The aberrant expression and dysfunction of cell membrane receptors are closely associated with the onset and progression of various major diseases, such as cancer, neurodegenerative disorders, and inflammation. However, conventional membrane protein regulation strategies, such as small-molecule inhibitors or antibody-based therapies, face several challenges, including target dependency, limited degradation scope, and the development of drug resistance. In recent years, DNA nanostructure has emerged as an innovative solution for the precise modulation of membrane receptors, owing to its high programmability, precise spatial control, and dynamic responsiveness. This review provides a comprehensive overview of the design strategies and recent progress in the application of DNA nanostructures for membrane protein regulation, with a particular emphasis on their pivotal roles in spatial blockade, spatial reorganization, and targeted degradation of membrane receptors. By rationally designing DNA origami, aptamer-based nanoarrays, and dynamic responsive devices, researchers have achieved precise control over receptor dimerization, oligomerization, and membrane compartmentalization, thereby modulating downstream signaling pathways. In addition, DNA nano-degradation platforms based on proteolysis-targeting chimeras (PROTACs), lysosome-targeting chimeras (LYTACs), and the autophagy-lysosome pathway have significantly enhanced the efficiency of membrane protein degradation while demonstrating excellent tumor selectivity. DNA nanostructures have been successfully applied in cancer immunotherapy, interventions for neurodegenerative diseases, and the regulation of metabolic disorders, offering new strategies for targeting previously “undruggable” proteins. This review highlights recent breakthroughs in the field and outlines future directions and clinical translation potential of DNA nanostructures for membrane protein regulation.

Abstract Image

查看原文本刊更多论文

基于dna的纳米结构用于细胞膜受体调控和疾病治疗

细胞膜受体的异常表达和功能障碍与各种重大疾病的发生和发展密切相关，如癌症、神经退行性疾病、炎症等。然而，传统的膜蛋白调控策略，如小分子抑制剂或基于抗体的治疗，面临着一些挑战，包括靶标依赖性，有限的降解范围，以及耐药性的发展。近年来，DNA纳米结构由于其高可编程性、精确的空间控制和动态响应性，成为精确调节膜受体的创新解决方案。本文综述了DNA纳米结构用于膜蛋白调控的设计策略和最新进展，重点介绍了它们在膜受体的空间阻断、空间重组和靶向降解中的关键作用。通过合理设计DNA折纸、基于适配体的纳米阵列和动态响应装置，研究人员已经实现了对受体二聚化、寡聚化和膜区隔化的精确控制，从而调节下游信号通路。此外，基于蛋白水解靶向嵌合体（PROTACs）、溶酶体靶向嵌合体（LYTACs）和自噬-溶酶体途径的DNA纳米降解平台显著提高了膜蛋白降解效率，同时表现出优异的肿瘤选择性。

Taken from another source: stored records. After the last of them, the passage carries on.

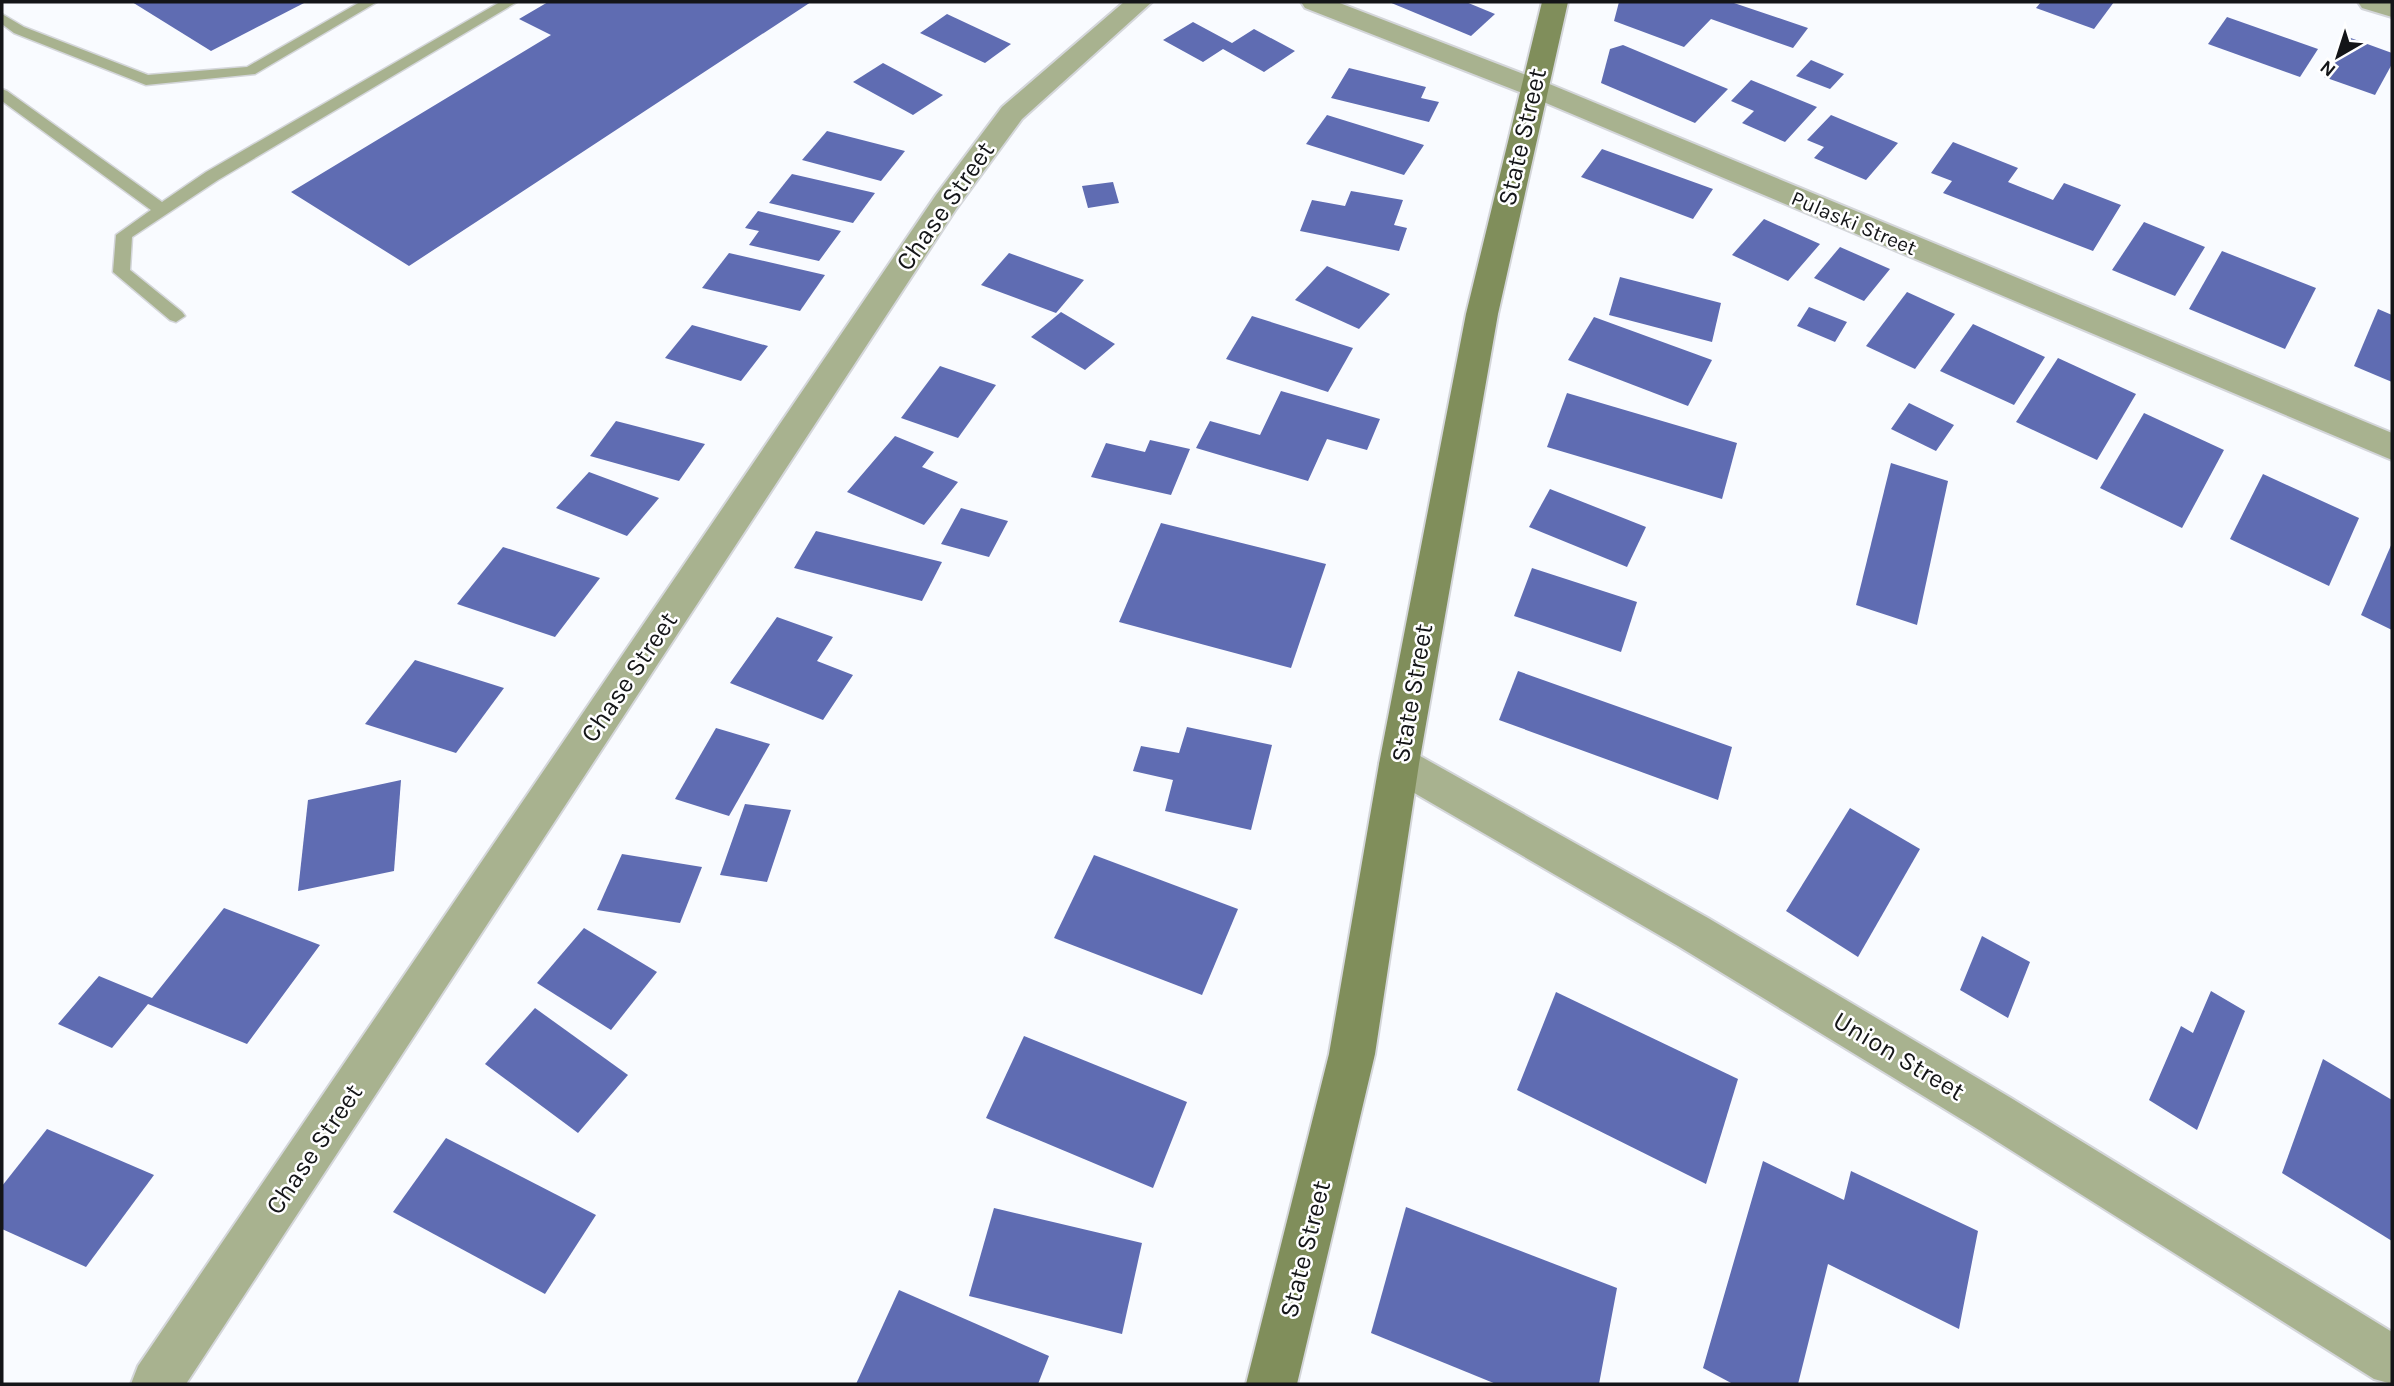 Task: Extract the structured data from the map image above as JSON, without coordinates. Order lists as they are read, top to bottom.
{
  "streets": {
    "main road": ["State Street"],
    "street": ["Chase Street", "Pulaski Street", "Union Street"]
  },
  "crossings": [
    ["State Street", "Pulaski Street"],
    ["State Street", "Union Street"]
  ],
  "north": "bottom left"
} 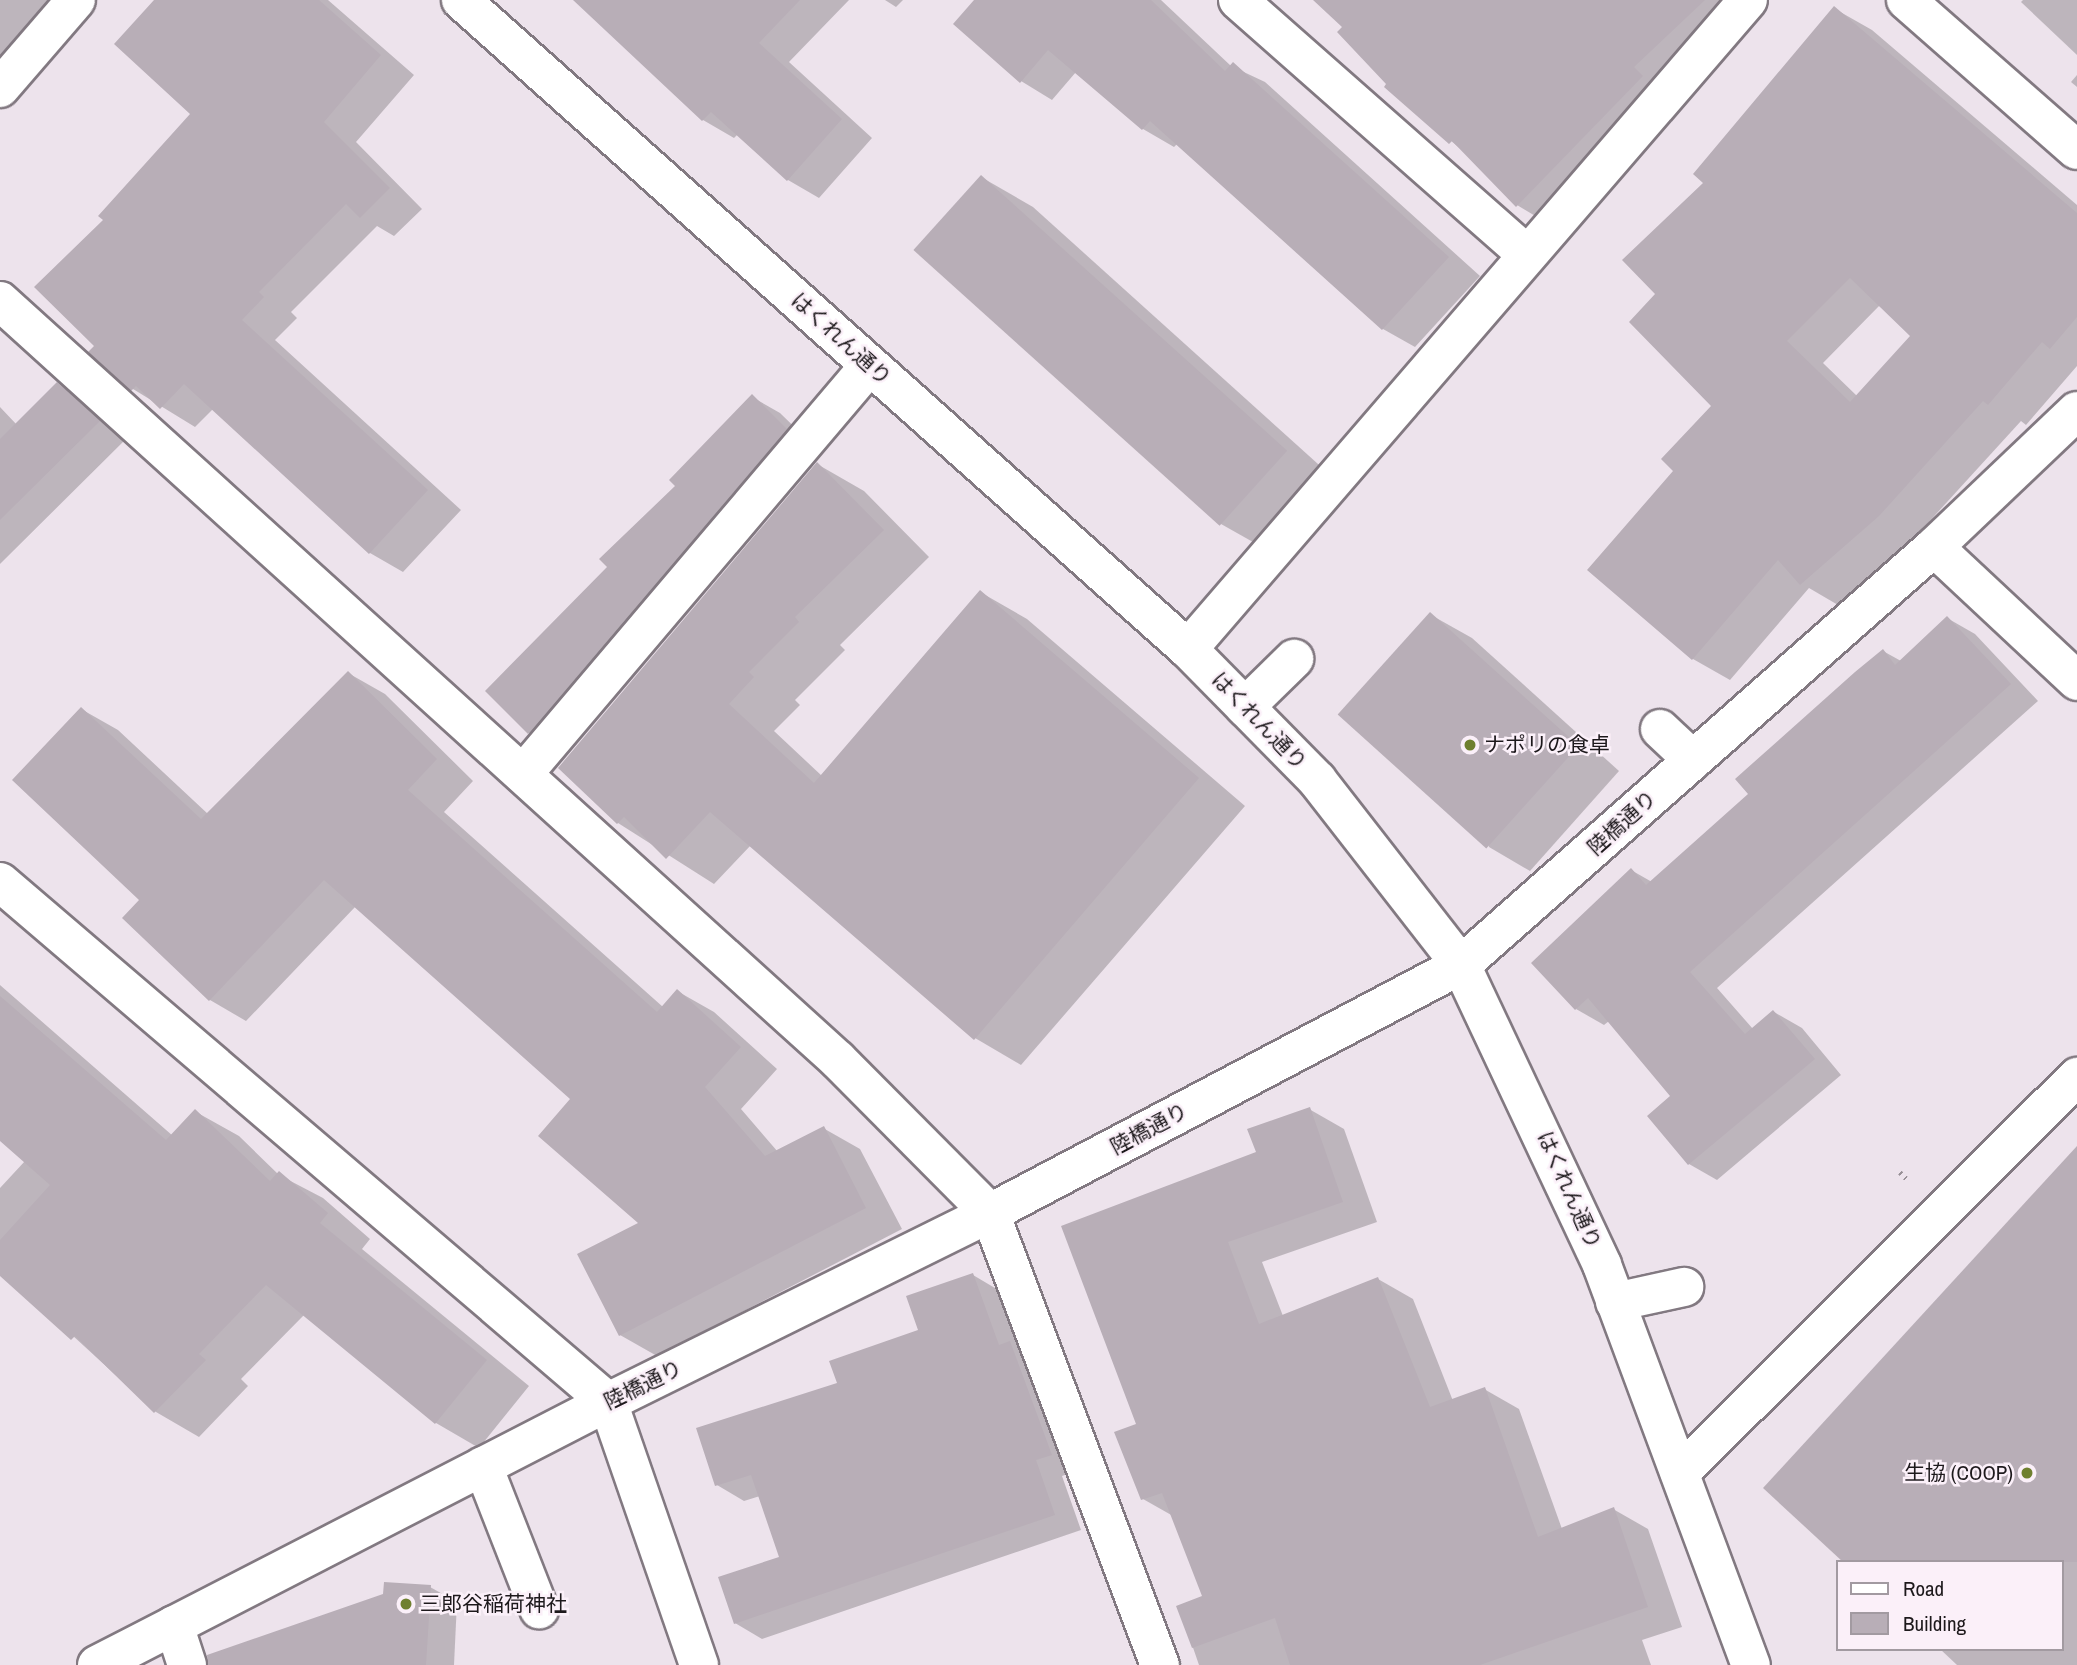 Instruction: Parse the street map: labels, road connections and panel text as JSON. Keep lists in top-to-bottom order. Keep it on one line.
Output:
{"streets":{"street":["はくれん通り","陸橋通り"]},"crossings":[["はくれん通り","陸橋通り"]],"places":["ナポリの食卓","生協 (COOP)","三郎谷稲荷神社"],"legend":["Road","Building"]} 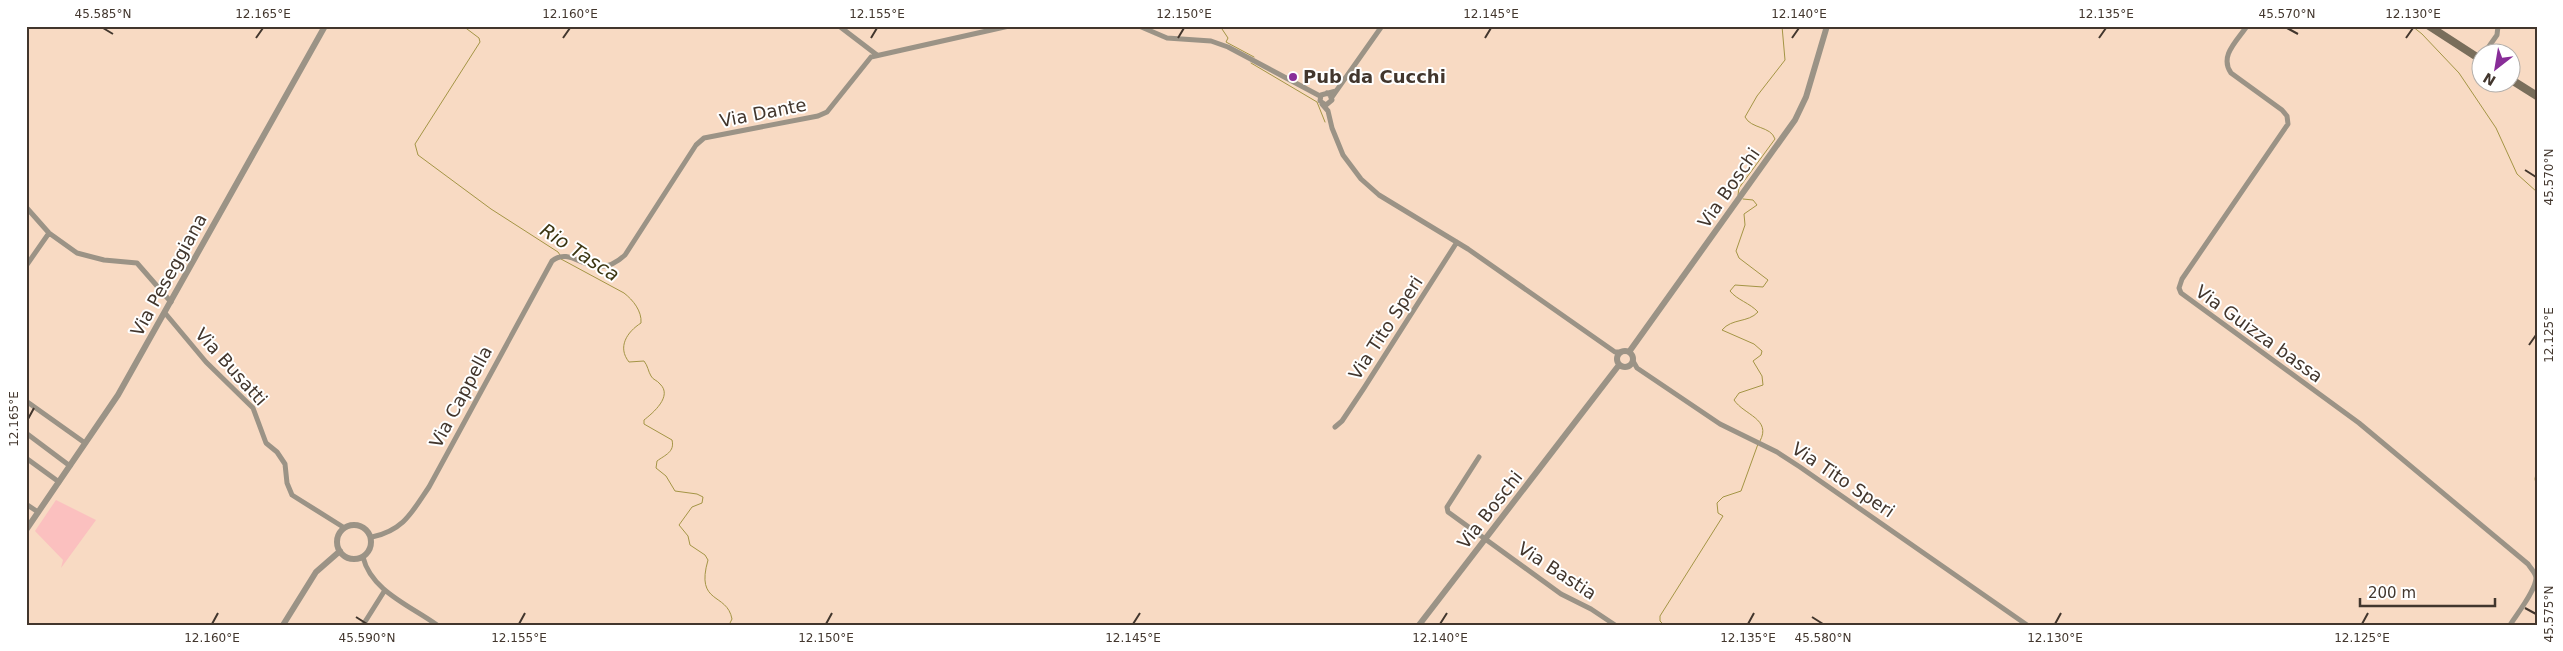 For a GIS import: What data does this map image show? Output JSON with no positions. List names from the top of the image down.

DNA纳米结构已经成功地应用于癌症免疫治疗、神经退行性疾病的干预和代谢紊乱的调节，为靶向以前“不可药物”的蛋白质提供了新的策略。本文综述了该领域的最新突破，并概述了DNA纳米结构用于膜蛋白调控的未来方向和临床翻译潜力。

本文章由计算机程序翻译，如有差异，请以英文原文为准。

求助全文

约1分钟内获得全文求助全文

来源期刊

Advanced drug delivery reviews 医学-药学

CiteScore

28.10

自引率

5.00%

发文量

294

审稿时长

15.1 weeks

期刊介绍： The aim of the Journal is to provide a forum for the critical analysis of advanced drug and gene delivery systems and their applications in human and veterinary medicine. The Journal has a broad scope, covering the key issues for effective drug and gene delivery, from administration to site-specific delivery. In general, the Journal publishes review articles in a Theme Issue format. Each Theme Issue provides a comprehensive and critical examination of current and emerging research on the design and development of advanced drug and gene delivery systems and their application to experimental and clinical therapeutics. The goal is to illustrate the pivotal role of a multidisciplinary approach to modern drug delivery, encompassing the application of sound biological and physicochemical principles to the engineering of drug delivery systems to meet the therapeutic need at hand. Importantly the Editorial Team of ADDR asks that the authors effectively window the extensive volume of literature, pick the important contributions and explain their importance, produce a forward looking identification of the challenges facing the field and produce a Conclusions section with expert recommendations to address the issues.